→ Required action
Quote exactly the lines from the start of the entries to the one with "const ctx = document.querySelector('canvas').getContext('2d');", both ends included.
======== Records shown ========
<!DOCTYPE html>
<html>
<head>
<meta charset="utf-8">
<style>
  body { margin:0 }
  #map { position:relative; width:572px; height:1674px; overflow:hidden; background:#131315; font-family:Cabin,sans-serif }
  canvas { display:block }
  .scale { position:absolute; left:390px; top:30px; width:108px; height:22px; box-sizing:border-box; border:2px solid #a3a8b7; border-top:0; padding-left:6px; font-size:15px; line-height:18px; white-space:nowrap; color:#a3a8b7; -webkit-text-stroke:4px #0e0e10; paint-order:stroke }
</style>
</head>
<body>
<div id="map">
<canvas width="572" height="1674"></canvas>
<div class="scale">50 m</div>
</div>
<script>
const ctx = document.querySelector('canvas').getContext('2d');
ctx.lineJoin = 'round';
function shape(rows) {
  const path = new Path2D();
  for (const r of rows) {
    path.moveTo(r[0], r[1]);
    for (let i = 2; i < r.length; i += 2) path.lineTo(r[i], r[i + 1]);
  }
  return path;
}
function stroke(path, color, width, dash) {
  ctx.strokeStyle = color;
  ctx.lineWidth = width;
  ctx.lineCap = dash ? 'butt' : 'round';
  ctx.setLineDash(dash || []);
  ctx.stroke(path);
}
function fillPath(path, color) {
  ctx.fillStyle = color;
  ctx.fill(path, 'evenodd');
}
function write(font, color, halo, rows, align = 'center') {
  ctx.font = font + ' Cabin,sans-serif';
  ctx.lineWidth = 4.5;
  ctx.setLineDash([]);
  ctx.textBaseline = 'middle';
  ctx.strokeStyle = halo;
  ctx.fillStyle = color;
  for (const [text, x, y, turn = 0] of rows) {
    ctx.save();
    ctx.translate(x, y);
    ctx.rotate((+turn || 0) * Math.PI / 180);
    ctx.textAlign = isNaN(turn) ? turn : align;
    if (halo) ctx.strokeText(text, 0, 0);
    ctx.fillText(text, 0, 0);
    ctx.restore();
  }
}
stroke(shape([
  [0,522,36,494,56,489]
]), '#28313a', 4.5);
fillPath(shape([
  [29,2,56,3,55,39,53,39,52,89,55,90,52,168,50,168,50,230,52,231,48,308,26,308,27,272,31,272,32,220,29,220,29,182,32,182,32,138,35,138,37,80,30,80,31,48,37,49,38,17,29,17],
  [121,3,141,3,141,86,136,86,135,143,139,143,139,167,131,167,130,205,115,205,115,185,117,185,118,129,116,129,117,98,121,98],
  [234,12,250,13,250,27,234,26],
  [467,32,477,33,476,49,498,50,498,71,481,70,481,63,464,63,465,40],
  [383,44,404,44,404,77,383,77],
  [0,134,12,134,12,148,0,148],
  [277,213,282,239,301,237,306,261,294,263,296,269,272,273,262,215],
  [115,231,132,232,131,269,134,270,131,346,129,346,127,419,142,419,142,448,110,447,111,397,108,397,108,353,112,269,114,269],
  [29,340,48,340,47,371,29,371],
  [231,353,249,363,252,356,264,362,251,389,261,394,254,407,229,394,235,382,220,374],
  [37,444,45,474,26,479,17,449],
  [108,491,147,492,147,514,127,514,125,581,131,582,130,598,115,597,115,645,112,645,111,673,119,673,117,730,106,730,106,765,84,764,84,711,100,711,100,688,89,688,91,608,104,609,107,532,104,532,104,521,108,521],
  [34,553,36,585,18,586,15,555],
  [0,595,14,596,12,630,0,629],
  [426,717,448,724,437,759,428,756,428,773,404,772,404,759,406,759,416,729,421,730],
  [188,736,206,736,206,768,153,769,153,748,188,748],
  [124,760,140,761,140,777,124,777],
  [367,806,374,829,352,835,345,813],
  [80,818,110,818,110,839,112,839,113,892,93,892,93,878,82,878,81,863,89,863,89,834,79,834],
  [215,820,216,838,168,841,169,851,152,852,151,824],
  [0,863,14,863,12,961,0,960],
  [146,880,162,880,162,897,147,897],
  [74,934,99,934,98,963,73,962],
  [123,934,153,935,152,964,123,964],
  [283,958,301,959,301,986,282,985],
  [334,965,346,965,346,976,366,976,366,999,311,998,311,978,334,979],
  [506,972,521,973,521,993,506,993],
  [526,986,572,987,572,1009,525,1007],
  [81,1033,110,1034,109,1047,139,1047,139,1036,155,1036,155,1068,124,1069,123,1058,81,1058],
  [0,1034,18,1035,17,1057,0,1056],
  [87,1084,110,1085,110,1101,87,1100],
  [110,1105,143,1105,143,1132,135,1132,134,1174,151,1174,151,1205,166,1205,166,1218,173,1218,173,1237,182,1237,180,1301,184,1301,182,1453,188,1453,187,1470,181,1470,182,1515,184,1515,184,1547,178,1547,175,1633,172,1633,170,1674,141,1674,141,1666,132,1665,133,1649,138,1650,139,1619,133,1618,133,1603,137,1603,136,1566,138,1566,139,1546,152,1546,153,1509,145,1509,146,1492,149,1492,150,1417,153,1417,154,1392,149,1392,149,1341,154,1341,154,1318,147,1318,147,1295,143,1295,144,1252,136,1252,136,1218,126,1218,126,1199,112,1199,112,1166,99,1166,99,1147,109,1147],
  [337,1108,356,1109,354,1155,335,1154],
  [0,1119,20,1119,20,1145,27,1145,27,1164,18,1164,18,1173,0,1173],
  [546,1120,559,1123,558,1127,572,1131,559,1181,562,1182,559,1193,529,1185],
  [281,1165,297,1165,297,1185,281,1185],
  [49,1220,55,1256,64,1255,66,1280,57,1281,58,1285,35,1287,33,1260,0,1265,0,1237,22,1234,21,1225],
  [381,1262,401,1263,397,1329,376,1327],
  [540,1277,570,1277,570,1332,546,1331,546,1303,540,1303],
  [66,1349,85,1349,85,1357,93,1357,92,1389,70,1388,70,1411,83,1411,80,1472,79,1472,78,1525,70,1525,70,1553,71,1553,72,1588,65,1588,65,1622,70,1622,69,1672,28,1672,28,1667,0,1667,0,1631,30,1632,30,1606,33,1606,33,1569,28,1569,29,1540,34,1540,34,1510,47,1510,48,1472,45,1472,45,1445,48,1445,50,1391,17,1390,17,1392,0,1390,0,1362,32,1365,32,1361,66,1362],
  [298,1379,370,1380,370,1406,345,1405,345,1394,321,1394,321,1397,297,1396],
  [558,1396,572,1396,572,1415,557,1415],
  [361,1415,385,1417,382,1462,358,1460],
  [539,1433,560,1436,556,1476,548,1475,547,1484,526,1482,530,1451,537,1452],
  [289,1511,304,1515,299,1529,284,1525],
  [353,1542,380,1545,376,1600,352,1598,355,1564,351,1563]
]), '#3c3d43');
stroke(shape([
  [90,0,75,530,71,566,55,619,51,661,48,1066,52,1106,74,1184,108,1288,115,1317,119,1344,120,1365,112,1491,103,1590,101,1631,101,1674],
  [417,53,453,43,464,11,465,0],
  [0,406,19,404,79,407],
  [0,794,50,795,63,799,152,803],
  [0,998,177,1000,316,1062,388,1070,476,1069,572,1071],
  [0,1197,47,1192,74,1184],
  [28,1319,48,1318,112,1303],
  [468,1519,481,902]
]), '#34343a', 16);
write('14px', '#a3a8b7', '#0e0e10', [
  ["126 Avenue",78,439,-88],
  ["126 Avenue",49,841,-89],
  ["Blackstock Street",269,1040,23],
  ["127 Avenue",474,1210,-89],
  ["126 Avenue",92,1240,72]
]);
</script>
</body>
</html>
========
→ Problem solution
<!DOCTYPE html>
<html>
<head>
<meta charset="utf-8">
<style>
  body { margin:0 }
  #map { position:relative; width:572px; height:1674px; overflow:hidden; background:#131315; font-family:Cabin,sans-serif }
  canvas { display:block }
  .scale { position:absolute; left:390px; top:30px; width:108px; height:22px; box-sizing:border-box; border:2px solid #a3a8b7; border-top:0; padding-left:6px; font-size:15px; line-height:18px; white-space:nowrap; color:#a3a8b7; -webkit-text-stroke:4px #0e0e10; paint-order:stroke }
</style>
</head>
<body>
<div id="map">
<canvas width="572" height="1674"></canvas>
<div class="scale">50 m</div>
</div>
<script>
const ctx = document.querySelector('canvas').getContext('2d');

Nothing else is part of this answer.